CHEM 1226 General Chemistry II 4 Credits (4)
As the second of a two-semester sequence, this course teaches fundamental concepts in chemistry, including solutions, equilibria, electrochemistry, thermodynamics and kinetics. Designed for majors in chemical and other physical sciences, including engineering. May be appropriate for the life science major. It is assumed that the students are familiar with college algebra, chemical nomenclature, stoichiometry, and scientific measurements. The laboratory component is designed to complement the theory and concepts presented in lecture, and will introduce students to techniques for obtaining and analyzing experimental observations pertaining to chemistry using diverse methods and equipment. (3+3P) Provides lab.

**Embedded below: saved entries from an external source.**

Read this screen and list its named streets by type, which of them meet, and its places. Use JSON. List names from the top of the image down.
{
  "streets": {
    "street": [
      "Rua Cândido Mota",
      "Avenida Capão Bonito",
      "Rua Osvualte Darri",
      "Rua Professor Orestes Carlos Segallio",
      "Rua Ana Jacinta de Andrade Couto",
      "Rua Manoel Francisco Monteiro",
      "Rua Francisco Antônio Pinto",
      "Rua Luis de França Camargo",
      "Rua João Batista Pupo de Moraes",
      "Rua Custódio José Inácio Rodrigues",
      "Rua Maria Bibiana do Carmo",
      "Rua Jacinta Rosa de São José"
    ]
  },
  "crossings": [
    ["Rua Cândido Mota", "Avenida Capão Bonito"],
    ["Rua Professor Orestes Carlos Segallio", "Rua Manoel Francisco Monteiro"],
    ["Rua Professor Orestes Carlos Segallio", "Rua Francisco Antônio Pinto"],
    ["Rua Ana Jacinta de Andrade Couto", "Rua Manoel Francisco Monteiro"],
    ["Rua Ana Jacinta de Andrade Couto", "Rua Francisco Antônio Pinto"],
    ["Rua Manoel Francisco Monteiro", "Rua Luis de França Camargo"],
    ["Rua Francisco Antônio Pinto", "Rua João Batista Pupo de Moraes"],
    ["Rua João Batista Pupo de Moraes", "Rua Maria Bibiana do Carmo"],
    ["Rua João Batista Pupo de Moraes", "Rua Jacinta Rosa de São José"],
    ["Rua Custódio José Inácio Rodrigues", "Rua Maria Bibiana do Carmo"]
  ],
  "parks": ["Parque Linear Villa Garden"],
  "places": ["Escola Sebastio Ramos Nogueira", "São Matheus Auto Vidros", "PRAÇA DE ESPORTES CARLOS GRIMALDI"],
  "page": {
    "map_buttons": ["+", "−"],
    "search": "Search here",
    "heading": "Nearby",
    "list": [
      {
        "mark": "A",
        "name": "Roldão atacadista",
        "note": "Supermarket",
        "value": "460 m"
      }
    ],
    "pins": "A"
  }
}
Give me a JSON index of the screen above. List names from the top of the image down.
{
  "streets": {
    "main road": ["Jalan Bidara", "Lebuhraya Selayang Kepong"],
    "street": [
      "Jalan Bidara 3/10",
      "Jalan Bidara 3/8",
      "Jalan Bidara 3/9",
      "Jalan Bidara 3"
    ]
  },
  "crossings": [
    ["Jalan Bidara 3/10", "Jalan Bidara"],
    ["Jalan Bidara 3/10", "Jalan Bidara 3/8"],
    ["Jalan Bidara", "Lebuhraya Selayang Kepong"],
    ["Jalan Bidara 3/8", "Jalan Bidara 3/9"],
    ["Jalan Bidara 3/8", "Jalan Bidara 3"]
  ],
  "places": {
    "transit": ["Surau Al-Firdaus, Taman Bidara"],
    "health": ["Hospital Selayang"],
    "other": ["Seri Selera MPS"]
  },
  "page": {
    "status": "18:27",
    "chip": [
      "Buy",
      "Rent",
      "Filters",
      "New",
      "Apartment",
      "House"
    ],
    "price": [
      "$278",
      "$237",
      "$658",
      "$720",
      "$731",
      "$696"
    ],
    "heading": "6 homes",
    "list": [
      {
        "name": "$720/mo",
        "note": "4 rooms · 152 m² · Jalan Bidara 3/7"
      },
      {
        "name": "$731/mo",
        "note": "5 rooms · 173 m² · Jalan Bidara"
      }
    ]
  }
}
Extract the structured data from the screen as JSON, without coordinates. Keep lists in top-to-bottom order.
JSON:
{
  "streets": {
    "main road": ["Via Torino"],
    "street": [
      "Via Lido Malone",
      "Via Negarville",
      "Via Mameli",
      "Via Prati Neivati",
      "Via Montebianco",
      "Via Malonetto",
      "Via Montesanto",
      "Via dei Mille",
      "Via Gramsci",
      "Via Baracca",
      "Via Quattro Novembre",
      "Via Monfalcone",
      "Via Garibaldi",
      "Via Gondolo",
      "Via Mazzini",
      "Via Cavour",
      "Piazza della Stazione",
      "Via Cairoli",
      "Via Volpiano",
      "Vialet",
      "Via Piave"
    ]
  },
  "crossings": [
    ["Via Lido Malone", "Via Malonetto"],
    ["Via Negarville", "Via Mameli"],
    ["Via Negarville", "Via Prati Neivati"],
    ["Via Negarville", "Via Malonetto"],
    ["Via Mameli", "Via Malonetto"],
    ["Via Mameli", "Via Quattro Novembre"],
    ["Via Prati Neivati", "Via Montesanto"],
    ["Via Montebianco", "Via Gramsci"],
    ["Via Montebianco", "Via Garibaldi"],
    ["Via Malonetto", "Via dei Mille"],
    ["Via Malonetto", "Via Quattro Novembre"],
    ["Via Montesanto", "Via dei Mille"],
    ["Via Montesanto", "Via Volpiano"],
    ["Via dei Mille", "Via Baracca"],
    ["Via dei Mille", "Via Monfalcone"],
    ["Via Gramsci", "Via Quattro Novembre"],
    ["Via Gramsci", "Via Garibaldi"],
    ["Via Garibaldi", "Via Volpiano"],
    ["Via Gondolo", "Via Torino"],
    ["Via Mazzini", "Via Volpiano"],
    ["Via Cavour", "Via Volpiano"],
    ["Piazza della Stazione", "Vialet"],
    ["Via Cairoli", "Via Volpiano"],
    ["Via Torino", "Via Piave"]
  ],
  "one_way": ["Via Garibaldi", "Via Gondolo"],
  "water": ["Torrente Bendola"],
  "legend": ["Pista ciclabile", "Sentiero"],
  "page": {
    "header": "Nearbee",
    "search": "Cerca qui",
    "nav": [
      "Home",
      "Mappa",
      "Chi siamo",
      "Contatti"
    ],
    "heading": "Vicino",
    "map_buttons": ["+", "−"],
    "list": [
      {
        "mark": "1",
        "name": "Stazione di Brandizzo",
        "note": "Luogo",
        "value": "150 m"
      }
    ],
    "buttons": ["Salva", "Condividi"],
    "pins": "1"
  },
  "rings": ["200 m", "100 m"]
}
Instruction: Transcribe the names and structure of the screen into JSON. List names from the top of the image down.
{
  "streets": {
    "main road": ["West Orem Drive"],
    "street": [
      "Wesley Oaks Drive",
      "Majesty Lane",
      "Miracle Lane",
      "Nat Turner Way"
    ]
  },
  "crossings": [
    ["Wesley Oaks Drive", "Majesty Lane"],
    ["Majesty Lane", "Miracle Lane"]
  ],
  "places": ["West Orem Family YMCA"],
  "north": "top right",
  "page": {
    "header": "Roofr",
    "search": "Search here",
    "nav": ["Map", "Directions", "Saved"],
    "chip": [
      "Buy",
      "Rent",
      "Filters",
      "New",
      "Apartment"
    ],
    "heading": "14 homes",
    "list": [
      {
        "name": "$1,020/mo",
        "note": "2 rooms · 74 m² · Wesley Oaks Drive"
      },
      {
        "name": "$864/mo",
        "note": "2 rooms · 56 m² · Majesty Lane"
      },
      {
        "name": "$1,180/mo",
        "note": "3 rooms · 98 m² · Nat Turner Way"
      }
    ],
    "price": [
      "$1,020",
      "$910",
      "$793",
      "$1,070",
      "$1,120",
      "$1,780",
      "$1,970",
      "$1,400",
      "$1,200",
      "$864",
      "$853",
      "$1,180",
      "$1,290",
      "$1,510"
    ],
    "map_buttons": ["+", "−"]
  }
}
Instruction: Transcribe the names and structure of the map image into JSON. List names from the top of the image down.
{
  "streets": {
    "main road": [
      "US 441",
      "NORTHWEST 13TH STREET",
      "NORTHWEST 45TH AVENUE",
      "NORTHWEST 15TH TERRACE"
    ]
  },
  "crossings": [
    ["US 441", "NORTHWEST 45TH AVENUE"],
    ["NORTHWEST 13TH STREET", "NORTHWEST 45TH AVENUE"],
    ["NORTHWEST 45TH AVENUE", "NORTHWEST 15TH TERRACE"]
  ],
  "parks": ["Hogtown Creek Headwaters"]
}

Prerequisite(s): C- or better in CHEM 1216
Provides Lab
Learning Outcomes
- Describe the colligative properties of solutions and explain them using intermolecular forces. Determine solution concentrations using colligative property values and vice versa.
- Explain rates of reactions, rate laws, and half-life; determine the rate, rate law and rate constant of a reaction and calculate concentration as a function of time and vice versa. Understand the principle of catalysis.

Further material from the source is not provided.